→ **Input data**:
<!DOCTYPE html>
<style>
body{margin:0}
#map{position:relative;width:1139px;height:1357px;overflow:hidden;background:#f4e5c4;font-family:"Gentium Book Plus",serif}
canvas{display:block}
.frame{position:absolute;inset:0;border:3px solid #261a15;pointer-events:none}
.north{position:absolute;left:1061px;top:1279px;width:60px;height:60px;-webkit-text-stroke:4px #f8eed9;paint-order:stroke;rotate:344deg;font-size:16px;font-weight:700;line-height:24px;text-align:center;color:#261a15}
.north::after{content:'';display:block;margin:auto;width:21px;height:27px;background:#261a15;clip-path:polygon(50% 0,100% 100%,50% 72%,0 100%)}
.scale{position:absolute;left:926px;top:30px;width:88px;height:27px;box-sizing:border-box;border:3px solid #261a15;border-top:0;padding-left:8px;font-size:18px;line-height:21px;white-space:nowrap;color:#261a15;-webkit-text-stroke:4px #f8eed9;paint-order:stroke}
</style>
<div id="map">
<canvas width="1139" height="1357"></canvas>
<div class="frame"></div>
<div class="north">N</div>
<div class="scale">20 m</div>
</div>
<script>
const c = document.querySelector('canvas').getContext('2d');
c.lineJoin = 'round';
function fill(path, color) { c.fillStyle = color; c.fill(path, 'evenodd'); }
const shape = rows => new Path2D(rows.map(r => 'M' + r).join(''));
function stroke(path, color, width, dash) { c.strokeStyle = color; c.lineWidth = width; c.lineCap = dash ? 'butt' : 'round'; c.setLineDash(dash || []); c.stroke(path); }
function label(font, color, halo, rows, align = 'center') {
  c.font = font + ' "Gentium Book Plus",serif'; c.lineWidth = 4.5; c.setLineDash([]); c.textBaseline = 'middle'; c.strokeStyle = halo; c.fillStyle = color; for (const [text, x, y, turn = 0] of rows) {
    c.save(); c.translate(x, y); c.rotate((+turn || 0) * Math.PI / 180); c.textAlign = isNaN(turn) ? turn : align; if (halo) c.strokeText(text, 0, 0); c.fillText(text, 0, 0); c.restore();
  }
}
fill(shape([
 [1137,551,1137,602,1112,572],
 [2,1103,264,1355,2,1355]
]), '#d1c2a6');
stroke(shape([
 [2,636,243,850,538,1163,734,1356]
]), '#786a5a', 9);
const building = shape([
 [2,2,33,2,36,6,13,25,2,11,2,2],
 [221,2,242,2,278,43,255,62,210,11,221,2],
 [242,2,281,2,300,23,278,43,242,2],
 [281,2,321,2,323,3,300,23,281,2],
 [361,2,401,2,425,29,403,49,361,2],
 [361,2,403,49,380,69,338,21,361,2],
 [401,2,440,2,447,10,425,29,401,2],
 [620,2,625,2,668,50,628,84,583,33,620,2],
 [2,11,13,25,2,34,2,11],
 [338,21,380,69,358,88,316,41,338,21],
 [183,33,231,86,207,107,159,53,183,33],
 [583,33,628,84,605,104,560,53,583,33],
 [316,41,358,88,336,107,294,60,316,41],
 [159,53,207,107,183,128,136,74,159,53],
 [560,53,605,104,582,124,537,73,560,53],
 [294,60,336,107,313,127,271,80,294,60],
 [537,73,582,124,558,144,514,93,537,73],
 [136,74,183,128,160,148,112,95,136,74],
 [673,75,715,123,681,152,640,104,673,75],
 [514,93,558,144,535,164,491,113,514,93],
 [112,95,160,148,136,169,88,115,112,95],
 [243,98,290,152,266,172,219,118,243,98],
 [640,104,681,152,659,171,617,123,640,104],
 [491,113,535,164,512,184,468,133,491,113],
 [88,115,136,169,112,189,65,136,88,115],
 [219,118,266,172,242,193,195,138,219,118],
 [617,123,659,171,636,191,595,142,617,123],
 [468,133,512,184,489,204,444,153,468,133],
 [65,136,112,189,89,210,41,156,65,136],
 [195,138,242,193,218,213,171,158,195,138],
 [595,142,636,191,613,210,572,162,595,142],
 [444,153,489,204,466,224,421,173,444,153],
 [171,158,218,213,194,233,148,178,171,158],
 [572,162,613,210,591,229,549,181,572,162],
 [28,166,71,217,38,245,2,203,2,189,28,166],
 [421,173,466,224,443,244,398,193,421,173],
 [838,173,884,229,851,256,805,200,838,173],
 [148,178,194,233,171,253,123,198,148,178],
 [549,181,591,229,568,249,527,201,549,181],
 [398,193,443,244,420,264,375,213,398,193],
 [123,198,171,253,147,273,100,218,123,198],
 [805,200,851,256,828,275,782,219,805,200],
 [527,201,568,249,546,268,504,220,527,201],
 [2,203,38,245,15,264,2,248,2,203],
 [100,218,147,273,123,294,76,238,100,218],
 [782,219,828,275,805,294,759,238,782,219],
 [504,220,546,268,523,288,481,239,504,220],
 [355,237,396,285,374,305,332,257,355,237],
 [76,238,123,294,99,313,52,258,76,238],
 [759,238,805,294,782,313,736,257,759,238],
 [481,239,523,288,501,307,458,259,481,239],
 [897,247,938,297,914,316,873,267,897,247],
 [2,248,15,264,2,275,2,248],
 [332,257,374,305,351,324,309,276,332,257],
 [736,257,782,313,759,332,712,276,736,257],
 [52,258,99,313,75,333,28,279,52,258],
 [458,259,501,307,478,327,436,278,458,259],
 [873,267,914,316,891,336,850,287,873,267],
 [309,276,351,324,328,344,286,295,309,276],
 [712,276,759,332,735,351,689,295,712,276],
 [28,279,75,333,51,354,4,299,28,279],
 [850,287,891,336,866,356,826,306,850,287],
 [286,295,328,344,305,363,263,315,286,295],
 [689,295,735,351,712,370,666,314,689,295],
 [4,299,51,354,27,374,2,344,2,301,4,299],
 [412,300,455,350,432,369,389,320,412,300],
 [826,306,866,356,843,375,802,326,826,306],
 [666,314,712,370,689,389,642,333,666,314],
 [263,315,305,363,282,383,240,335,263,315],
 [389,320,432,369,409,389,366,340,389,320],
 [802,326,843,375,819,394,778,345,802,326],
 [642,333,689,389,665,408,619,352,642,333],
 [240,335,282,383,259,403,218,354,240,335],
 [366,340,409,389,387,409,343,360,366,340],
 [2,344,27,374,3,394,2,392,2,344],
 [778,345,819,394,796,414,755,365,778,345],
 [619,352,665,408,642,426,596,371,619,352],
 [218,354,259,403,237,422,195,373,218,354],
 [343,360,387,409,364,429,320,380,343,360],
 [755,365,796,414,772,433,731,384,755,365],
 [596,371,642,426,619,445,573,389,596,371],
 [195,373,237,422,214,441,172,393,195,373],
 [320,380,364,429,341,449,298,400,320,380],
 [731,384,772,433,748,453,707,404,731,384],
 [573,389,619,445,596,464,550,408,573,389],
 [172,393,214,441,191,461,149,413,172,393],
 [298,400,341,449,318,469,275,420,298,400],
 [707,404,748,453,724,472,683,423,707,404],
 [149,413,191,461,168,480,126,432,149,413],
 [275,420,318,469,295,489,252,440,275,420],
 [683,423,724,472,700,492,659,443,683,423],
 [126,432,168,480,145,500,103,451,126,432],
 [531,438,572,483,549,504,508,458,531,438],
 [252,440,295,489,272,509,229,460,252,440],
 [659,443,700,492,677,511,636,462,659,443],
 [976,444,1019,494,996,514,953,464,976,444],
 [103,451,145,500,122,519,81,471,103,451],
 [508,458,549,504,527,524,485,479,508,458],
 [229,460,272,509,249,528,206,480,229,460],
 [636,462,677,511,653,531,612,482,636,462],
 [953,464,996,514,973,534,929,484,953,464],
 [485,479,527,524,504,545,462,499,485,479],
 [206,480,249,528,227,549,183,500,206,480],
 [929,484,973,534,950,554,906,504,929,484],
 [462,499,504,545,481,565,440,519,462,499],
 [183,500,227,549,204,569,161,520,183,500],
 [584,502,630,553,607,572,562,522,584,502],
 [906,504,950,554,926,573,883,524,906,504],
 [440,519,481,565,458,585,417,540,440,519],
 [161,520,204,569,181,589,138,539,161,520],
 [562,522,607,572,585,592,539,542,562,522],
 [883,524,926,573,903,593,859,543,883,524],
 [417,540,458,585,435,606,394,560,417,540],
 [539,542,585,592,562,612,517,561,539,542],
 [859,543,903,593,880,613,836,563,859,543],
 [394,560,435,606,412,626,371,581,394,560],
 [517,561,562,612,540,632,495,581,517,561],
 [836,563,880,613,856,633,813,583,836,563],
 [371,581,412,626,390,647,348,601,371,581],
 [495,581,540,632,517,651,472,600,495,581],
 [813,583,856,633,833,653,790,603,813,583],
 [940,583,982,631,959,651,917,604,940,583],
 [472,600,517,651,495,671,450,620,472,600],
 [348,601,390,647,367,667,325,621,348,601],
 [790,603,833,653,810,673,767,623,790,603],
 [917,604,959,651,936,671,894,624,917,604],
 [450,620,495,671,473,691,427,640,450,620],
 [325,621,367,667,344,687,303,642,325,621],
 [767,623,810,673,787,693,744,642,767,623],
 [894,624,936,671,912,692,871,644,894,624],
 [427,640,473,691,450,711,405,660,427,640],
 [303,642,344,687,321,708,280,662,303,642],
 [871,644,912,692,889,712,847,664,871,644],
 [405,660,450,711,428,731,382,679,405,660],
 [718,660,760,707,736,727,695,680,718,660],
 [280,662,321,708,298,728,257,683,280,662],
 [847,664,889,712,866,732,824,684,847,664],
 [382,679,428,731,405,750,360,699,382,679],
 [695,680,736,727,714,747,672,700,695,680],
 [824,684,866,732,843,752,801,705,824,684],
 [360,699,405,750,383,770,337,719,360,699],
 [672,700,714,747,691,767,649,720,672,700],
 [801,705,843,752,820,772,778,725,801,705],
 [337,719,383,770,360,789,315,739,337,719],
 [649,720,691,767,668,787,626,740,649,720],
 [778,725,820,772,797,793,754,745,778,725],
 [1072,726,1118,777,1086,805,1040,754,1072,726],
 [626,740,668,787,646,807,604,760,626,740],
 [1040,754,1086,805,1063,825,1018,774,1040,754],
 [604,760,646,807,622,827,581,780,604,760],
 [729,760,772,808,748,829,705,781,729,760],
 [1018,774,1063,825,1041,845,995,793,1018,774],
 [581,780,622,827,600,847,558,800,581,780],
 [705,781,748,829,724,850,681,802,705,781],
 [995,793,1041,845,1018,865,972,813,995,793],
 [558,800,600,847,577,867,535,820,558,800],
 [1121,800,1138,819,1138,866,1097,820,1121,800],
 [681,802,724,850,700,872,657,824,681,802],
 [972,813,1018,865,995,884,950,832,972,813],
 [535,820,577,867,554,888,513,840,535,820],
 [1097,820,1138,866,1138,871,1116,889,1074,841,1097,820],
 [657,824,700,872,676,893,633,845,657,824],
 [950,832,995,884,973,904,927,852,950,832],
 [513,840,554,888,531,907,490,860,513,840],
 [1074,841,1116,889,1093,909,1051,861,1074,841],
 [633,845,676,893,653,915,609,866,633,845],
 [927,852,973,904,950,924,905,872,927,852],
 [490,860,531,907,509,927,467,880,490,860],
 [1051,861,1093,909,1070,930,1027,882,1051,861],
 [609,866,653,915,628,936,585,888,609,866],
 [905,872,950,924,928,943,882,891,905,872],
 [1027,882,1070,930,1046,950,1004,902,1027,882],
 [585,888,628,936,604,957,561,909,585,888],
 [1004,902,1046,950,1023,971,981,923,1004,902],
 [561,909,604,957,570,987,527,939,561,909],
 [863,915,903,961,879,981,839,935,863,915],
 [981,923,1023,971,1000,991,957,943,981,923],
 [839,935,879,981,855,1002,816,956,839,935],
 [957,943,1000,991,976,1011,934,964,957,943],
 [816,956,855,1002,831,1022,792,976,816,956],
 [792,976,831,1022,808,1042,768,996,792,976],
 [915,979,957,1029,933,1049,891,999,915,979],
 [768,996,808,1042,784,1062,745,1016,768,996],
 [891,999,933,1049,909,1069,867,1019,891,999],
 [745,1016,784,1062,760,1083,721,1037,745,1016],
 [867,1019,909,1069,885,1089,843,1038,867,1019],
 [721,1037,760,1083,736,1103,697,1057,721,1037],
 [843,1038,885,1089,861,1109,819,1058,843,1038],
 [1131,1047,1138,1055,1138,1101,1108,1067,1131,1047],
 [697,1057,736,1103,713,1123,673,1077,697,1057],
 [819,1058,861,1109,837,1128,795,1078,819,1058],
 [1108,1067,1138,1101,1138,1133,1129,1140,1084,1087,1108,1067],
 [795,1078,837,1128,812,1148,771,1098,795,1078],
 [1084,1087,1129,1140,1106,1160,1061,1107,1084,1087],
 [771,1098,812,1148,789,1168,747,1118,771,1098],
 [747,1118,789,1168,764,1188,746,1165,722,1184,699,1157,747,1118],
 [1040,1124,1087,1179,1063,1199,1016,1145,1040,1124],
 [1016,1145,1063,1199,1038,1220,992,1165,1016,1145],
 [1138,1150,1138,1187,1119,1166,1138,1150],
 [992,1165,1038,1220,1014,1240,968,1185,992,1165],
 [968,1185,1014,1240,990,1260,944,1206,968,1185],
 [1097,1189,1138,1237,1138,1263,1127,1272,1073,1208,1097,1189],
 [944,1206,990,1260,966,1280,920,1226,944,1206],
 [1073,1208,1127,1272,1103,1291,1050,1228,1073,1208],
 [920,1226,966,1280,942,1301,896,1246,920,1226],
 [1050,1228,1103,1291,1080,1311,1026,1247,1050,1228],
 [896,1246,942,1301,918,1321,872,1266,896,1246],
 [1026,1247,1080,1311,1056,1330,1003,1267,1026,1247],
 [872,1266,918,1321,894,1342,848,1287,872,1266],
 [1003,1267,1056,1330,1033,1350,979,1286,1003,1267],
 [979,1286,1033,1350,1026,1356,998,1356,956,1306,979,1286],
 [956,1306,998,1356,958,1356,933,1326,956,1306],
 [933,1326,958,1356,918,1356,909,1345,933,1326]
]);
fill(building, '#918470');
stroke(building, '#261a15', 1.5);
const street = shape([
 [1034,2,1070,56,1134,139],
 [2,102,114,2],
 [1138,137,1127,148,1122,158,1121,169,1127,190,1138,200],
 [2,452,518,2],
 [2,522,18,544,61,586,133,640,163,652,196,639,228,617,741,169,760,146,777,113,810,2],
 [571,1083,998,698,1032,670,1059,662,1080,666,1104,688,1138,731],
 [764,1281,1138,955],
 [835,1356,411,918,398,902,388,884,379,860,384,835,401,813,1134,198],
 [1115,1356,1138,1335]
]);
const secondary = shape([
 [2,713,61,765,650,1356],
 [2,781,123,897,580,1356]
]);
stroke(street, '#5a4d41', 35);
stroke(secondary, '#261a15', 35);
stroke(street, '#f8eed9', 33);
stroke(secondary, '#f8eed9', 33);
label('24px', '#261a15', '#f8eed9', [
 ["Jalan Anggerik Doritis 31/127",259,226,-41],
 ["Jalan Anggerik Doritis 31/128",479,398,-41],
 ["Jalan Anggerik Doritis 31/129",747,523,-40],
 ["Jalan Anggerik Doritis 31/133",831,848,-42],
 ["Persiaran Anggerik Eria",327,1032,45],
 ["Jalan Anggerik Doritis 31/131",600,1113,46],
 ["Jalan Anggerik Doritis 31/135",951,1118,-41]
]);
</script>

→ **Task to carry out**:
Set down the lines of the listing above verbatim, first line through the line containing "const shape = rows", inclusive; add no other lines.

→ **Solution for this task**:
<!DOCTYPE html>
<style>
body{margin:0}
#map{position:relative;width:1139px;height:1357px;overflow:hidden;background:#f4e5c4;font-family:"Gentium Book Plus",serif}
canvas{display:block}
.frame{position:absolute;inset:0;border:3px solid #261a15;pointer-events:none}
.north{position:absolute;left:1061px;top:1279px;width:60px;height:60px;-webkit-text-stroke:4px #f8eed9;paint-order:stroke;rotate:344deg;font-size:16px;font-weight:700;line-height:24px;text-align:center;color:#261a15}
.north::after{content:'';display:block;margin:auto;width:21px;height:27px;background:#261a15;clip-path:polygon(50% 0,100% 100%,50% 72%,0 100%)}
.scale{position:absolute;left:926px;top:30px;width:88px;height:27px;box-sizing:border-box;border:3px solid #261a15;border-top:0;padding-left:8px;font-size:18px;line-height:21px;white-space:nowrap;color:#261a15;-webkit-text-stroke:4px #f8eed9;paint-order:stroke}
</style>
<div id="map">
<canvas width="1139" height="1357"></canvas>
<div class="frame"></div>
<div class="north">N</div>
<div class="scale">20 m</div>
</div>
<script>
const c = document.querySelector('canvas').getContext('2d');
c.lineJoin = 'round';
function fill(path, color) { c.fillStyle = color; c.fill(path, 'evenodd'); }
const shape = rows => new Path2D(rows.map(r => 'M' + r).join(''));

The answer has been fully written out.